** EXERCISE INSTRUCTIONS **
For every line below that includes the word "route", add one; report the final number and nothing else.

[Collected data entries]
+++

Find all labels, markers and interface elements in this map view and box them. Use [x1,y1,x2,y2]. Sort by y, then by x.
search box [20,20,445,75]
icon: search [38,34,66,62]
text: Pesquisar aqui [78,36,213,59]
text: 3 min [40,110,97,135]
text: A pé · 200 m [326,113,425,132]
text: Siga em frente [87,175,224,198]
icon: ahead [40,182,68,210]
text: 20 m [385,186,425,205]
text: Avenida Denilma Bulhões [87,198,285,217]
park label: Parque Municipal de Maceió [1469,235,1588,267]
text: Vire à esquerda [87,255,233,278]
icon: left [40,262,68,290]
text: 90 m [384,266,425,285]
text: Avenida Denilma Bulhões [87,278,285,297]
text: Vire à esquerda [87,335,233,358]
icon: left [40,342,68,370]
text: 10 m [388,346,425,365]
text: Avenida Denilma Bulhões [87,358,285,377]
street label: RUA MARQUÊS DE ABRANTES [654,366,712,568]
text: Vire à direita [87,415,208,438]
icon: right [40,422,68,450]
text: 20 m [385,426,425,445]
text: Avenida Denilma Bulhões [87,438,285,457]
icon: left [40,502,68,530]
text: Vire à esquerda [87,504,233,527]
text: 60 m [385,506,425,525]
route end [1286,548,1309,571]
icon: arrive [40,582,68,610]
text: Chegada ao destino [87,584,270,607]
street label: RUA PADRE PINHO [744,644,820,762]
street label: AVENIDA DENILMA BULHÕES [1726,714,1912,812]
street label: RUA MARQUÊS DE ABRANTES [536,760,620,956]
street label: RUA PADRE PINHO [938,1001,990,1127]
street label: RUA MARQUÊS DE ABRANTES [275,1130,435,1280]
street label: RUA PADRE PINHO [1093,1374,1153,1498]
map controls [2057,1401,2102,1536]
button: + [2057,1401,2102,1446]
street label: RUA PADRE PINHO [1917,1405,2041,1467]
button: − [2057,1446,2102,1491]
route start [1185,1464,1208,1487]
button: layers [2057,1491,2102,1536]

+++

** EXERCISE RESULT **
2